そこには青紫色の痣があった。腫れているようにも見える。全然、気がつかなかった。
あらら、とミシアさんは顔を歪める。
「ごめんなさいね。加減すべきだったわ。痛む?」
「いえ、平気です」
触ったら痛むかもだけど、自分では全く気が付かなかったくらいだ。気にするほどじゃない。それなのにみんなして深刻そうな顔をされても、正直、困る。
私は袖を下した。
「本当に大丈夫ですから。動かせますし」
「そう。でも、少しでも違和感があったら言うのよ。マリアス構成員専用の病院に連れて行くから。我慢は絶対にダメ」
あまりにも念押ししてくるものだから、若干気おされつつも頷いた。そう心配しなくても、軽い打撲だ。数日で治ってくると思う。
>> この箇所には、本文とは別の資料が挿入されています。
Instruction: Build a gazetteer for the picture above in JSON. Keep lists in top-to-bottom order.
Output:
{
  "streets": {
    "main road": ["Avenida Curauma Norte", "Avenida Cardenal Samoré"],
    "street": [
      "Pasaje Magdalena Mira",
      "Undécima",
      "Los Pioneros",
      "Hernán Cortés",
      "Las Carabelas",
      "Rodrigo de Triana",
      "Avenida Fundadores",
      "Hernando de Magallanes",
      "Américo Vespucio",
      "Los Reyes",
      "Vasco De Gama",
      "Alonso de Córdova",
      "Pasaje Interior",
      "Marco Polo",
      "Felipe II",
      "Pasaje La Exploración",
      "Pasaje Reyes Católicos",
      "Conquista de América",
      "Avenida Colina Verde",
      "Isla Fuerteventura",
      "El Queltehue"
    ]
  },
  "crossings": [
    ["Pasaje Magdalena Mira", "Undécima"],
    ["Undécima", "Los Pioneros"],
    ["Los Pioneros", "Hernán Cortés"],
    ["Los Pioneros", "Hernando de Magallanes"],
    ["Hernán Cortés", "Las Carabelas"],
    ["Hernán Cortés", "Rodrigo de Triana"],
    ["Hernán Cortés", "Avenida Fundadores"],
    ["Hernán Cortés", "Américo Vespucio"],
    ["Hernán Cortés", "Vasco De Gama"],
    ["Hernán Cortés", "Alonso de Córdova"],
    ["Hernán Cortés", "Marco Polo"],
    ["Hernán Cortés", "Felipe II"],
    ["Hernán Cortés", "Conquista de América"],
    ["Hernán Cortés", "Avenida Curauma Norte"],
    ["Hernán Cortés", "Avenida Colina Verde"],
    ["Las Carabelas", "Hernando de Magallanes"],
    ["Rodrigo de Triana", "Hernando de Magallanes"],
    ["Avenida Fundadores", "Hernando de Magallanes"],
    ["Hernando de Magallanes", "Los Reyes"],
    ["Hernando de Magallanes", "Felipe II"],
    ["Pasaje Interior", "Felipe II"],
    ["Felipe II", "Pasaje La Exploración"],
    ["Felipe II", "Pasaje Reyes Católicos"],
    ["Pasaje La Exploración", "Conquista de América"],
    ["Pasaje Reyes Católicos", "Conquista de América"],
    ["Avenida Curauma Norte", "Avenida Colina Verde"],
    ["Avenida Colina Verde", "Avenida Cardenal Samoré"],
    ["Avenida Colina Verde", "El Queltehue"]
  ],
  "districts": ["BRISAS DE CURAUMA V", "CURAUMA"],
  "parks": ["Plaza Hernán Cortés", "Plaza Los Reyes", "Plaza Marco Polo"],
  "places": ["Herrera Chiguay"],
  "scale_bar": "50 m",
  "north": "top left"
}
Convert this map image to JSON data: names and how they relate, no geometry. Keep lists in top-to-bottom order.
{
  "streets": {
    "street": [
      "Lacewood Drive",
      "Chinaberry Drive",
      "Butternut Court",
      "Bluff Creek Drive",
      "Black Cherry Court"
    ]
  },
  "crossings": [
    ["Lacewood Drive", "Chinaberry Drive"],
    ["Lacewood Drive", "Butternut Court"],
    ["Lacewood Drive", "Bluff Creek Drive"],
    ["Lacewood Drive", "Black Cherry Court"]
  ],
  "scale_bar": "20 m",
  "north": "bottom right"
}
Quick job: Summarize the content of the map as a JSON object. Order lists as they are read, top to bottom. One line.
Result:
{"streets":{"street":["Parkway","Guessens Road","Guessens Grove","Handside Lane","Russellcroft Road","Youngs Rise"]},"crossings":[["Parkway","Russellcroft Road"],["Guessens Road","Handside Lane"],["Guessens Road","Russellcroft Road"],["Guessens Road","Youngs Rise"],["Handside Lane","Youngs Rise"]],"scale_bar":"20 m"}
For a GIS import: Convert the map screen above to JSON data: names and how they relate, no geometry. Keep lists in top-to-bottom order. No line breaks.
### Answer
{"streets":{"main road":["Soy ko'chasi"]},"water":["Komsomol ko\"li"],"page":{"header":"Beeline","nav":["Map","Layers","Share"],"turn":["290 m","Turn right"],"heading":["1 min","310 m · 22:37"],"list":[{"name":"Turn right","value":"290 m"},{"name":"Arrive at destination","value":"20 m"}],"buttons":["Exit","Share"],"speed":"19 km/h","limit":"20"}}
にしても、マリアスには専用病院なんてあるんだ。手広いというか、手厚いというか……。うん、すごい。
「じゃあ、私はこれで失礼するわね。今回の報告書を書かなきゃ。みんなも、程々にね。それとも泊まっていく?」
ミシアさんが私たちを見回しながら聞いてきた。時刻は十二時を回ろうとしている。
「母に迎えを頼むことになってるので、大丈夫です。カレンも一緒に帰ります。な?」
「うん」
「それなら送っていくわよ。そのほうが早いしね。お家には私から連絡しておくわ」
準備ができたら降りてきて、とミシアさんは部屋を出て行った。
「えっと……ここはお言葉に甘えようか、カレン」
「そうね」
顔を見合わせた二人は、手早くテーブルの資料を片付けた。
私も帰ろう。
自分の荷物を持って、立ち上がる。そして、見送りのルークも一緒に、四人で玄関まで下りた。
「じゃあ、また学校で! ミシアさんからもらった評価は、後で送るね!」
「おやすみ」
「……じゃあね」
「ああ。ゆっくり休めよ」
玄関先でルークと別れ、車に乗り込んだ二人にも手を振って、家の門を開ける。
キィと甲高い音が、暗闇の中に響いた。